Esse triste dia, o dia do acontecimento foi estranho, pois tinha começado meus estudos em uma escola particular, “Armando Sales de Oliveira” o “ARSOL”, pegava meu ônibus, e descia sempre em um ponto de atrás da minha casa, nesse dia, desci 3 pontos antes, que me fariam andar cerca de 2k, entre este ponto e o próximo, avistei muitas pessoas em volta de fumaça, pessoas chorando e gritando desesperadas, lembro que alguém olhou pra mim e me deu espaço para ver, e conforme as pessoas iam me olhando iam me dando passagem, então vi a bota da Khelf que tínhamos comprado juntos no shopping, fora de seus pés, a bota estava com manchas de verniz , porque aquela mesma bota envernizada era muito mais cara, então achamos que se nós mesmos envernizássemos pareceria a mais cara, lembro que alguém me puxou, não consegui ver, o que hoje gostaria de agradecer a quem me fez isso, mas também só pudi acreditar no fato em seu enterro.

Sentia no velório que estava sendo mais recebido e acomodado que seus próprios pais, todos estavam tendo muita preocupação comigo, inclusive os pais do Leandro me deram condolências pela perda, mesmo acreditando pouco, tomei forças para vê-lo no caixão, quando tive forças para vê-lo, não consegui, lembro apenas de um clarão e depois já com as pessoas jogando terro no tumulo já aterrado, não consegui me despedir do que representara sua vida.

Deste de então, tenho vivido à mais de 20 anos pensando como seria nossas vidas se ele não tivesse morrido..

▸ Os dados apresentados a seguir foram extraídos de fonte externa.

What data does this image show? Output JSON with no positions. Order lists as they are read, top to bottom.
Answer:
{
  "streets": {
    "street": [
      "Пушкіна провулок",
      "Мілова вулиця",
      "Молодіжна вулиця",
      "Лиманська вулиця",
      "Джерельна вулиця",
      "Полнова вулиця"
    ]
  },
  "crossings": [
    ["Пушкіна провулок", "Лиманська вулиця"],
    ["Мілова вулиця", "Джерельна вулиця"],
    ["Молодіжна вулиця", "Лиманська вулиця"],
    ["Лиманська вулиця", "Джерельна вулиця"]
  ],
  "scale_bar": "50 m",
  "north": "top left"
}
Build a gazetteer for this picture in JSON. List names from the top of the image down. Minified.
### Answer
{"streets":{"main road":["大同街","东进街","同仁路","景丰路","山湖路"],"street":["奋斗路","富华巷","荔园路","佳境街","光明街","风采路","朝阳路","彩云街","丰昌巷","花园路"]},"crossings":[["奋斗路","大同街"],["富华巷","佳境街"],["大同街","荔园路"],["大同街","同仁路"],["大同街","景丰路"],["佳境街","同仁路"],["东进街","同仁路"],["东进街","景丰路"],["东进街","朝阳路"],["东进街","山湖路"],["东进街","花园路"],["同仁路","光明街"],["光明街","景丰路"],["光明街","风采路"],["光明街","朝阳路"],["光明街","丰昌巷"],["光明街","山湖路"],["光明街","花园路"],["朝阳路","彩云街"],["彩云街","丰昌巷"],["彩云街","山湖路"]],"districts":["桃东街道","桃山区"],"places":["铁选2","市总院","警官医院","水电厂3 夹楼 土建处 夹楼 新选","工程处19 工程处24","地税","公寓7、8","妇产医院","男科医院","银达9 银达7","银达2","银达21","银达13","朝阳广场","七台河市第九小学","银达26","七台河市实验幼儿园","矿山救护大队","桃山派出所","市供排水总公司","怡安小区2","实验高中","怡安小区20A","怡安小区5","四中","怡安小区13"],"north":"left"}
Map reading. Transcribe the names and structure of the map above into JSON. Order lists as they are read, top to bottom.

Uma semana após a tragédia, foi dada uma redação de tema livre, meu tema, sem pensar muito, “Amizade Eterna”, foi considerado o melhor da sala, a professora pediu para eu ler, não tive coragem, pois já estava engasgado com o choro, e nas primeiras palavras que foram proferidas cai em um choro profundo, pedi para sair da sala e assim que acabou a leitura, minha professora, Marcia, foi até onde estava, na quadra da escola, conversou comigo e voltamos para sala de aula, quando cheguei na porta, vi todos aqueles olhos na minha direção, a maioria das meninas enxugando as lagrimas, a maioria com choro profundo, que me fizeram sentar e continuar a chorar cada vez mais profundo conforme todos chorávamos senti muito carinho por todos ali e a compreensão, isso talvez tenha me tornado uma das pessoas mais conhecidas da escola naquela época, era sondado constantemente por pessoas querendo ser meu amigo.

Leandro de Castro Raposo, nossa vida de muita malandragem, moleques que realmente sabiam se divertir, andávamos de bicicleta, tentávamos manobras, nos machucávamos muito caindo, levantando e tentando novamente, empinávamos pipa de forma tão intensa que acordávamos as 7h da manhã para aproveitar o máximo de tempo do dia, parávamos de empinar as 19h, jogávamos bolinha de gude onde ele era ruim, e quando perdia muito colocava o pai dele para recuperar o que tinha perdido, rs, apelão, rodávamos pião, ele era bom no pião, ainda sim seu pai era muito melhor, jogávamos bola na rua, principalmente altinha gol, mesmo em escolas diferentes, cabulamos juntos uma única vez, para ir na balada escondido, kkkkkkkk, esse dia voltando pra casa, acho que estávamos nem 10mn atrasados, quando vimos aquele monte de gente nos procurando, voltamos correndo, quando um olhou pro outro, paramos e ele disse, do que a gente tá correndo, ai voltamos, ele contou uma mentira, contei a verdade, ai confirmei a mentira dele e ele confirmou minha verdade, apanhei da minha mãe e ele apanhou do pai dele. :(

Guardo um boletim de ocorrências de quando fomos roubados no SESC de Itaquera, levaram todas as nossas roupas, não tenho nenhuma foto dele, nenhum dos desenho que ele fazia, ele desenhava muito bem, de fato toda recordação que tenho estão na minha memória e nas palavras que aqui surgem, gostaria muito de saber como seria se ele estivesse aqui, sempre vejo pessoas que lembram alguns detalhes do rosto dele, tinha muitas manias e caquetes que ele fazia de graça, era muito bagunceiro e muito arteiro.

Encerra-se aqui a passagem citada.